This line of argument, in particular, has inflamed Garry Wills. To say that abuse of adolescents is "not so bad since it is not `real pedophilia,"' he wrote in The New York Review of Books last summer, "is a further violation and abuse of the victims."

Whatever the definition of pedophilia-Jenkins and Wills have an ongoing semantic debate about this-Jenkins claims the public's impression of the scope of the crisis is overblown. The best data, he says, come from a 1992 study by the late Cardinal Joseph Bernardin of Chicago that was prompted by an earlier wave of abuse cases. Using the standard of "preponderance of evidence," Bernardin's investigators found that perhaps 1.7 percent of the 2,252 priests who had worked in the Chicago archdiocese from 1951 to 1991 committed some sort of inappropriate sexual act. Distressing, but not an epidemic. In response to last week's report by Massachusetts Attorney General Thomas Reilly that the abuse scandal was "so massive and so prolonged that it borders on the unbelievable," Jenkins claims that Reilly's count of accused priests employed "a very low level of proof." He adds, "I would very much like to see some discussion of the age of the victims, partly because that is very important for some policy makers-are we dealing with 6-year-olds or 16-year-olds?"

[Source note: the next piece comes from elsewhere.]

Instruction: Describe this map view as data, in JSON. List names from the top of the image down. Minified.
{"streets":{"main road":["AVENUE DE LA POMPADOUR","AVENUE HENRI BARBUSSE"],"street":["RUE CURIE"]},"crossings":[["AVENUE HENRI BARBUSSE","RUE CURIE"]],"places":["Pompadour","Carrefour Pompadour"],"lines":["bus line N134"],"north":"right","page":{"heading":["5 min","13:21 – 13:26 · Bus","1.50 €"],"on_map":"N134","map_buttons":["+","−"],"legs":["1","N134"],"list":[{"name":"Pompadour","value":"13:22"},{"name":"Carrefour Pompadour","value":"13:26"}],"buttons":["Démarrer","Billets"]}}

Jenkins's main point is that, by now, the priest sex-abuse scandal is, to use academic jargon, "constructed." As soon as a priest abuse case appears, people slip it into a preexisting story line: predator priest. They don't do that with, say, teachers in public schools, even though, according to a 1998 report in Education Week, as many as nine sex-abuse cases occur in that setting each week. And just as the social conservatives used the crime wave (real and exaggerated) to ride to power in the 1980s, so the liberals are "deploying" the church's sex scandals for their own advantage, inside and outside the church. The abuse crisis, for them, is a convenient opportunity to push for relaxing restrictions on priestly celibacy, the ordination of women and gays, birth control, and even abortion.

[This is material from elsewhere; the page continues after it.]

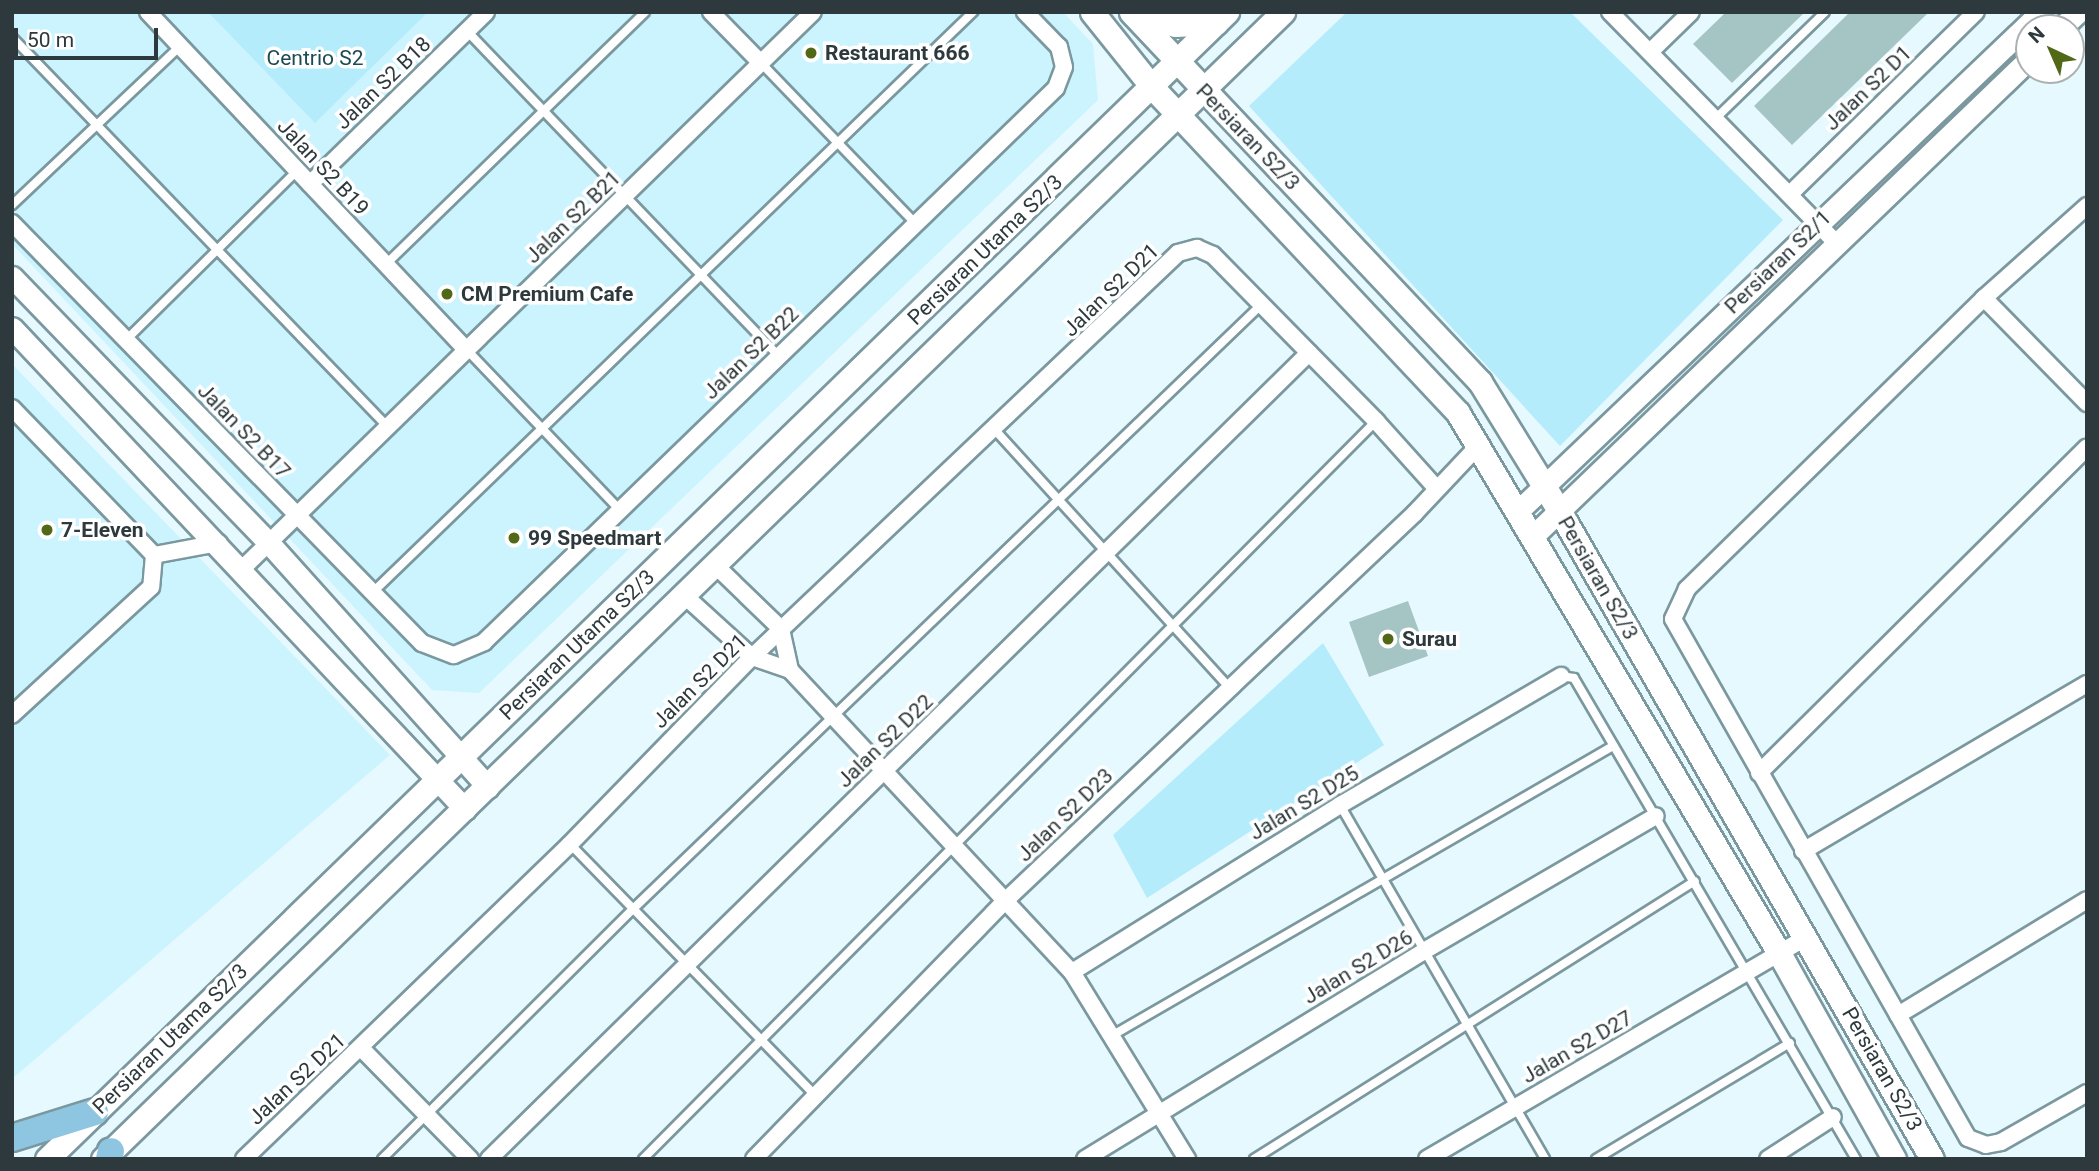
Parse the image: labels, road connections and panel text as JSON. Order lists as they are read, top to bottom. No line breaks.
{"streets":{"main road":["Persiaran S2/3","Persiaran Utama S2/3"],"street":["Jalan S2 B18","Jalan S2 D1","Jalan S2 B19","Jalan S2 B21","Persiaran S2/1","Jalan S2 D21","Jalan S2 B22","Jalan S2 B17","Jalan S2 D22","Jalan S2 D25","Jalan S2 D23","Jalan S2 D26","Jalan S2 D27"]},"crossings":[["Jalan S2 B18","Jalan S2 B19"],["Persiaran S2/3","Persiaran Utama S2/3"],["Persiaran S2/3","Persiaran S2/1"],["Persiaran S2/3","Jalan S2 D27"],["Jalan S2 B19","Jalan S2 B21"],["Jalan S2 B21","Jalan S2 B17"],["Jalan S2 B22","Jalan S2 B17"]],"parks":["Centrio S2"],"places":["Restaurant 666","CM Premium Cafe","7-Eleven","99 Speedmart","Surau"],"scale_bar":"50 m","north":"top left"}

Lisa Sowle Cahill, a professor of theology at Boston College, replies that Jenkins's interpretation requires a peculiar set of blinders. After all, she says, liberal and conservative Catholics alike support such changes as opening up the hierarchy's decisions to wider scrutiny and improving the discussion of sexuality in seminaries. Moreover, she adds, "There are traditional-minded Catholics who are equally using the crisis to advance parts of their agenda-for example, to condemn homosexuality or to try to remove homosexual priests from the priesthood."

Carroll takes issue with something more basic: Jenkins's premise that just about anyone who strongly or angrily disagrees with the Vatican is anti-Catholic. He says: "The Roman Catholic Church has a history of powerful argument within the community. It's only a very modern impulse to stifle the voices that disagree." Jenkins, he suggests, might have called Saint Augustine anti-Catholic for flouting the pope's rules against reading the pagan philosophers.

As one talks with Jenkins's friends and colleagues, the same assertion comes up again and again: He's not a conservative, he's a "contrarian." And it does seem to be the contrarian side of the Catholic Church that he finds attractive. "One of the things that makes the Catholic Church what it is," Jenkins says, "is that it doesn't necessarily go along with what everyone else in the world thinks is right at a certain point in time."

The church, however, is changing-at least in America. A recent Globe poll showed that fully 39 percent of local Catholics would support an American Catholic Church that cut its ties to the Vatican; a majority want the church to adopt more "modern" social attitudes. (So few American Catholics support the church's ban on contraception, Wills points out, that one could say it is Jenkins who is "anti-Catholic" for defending it.)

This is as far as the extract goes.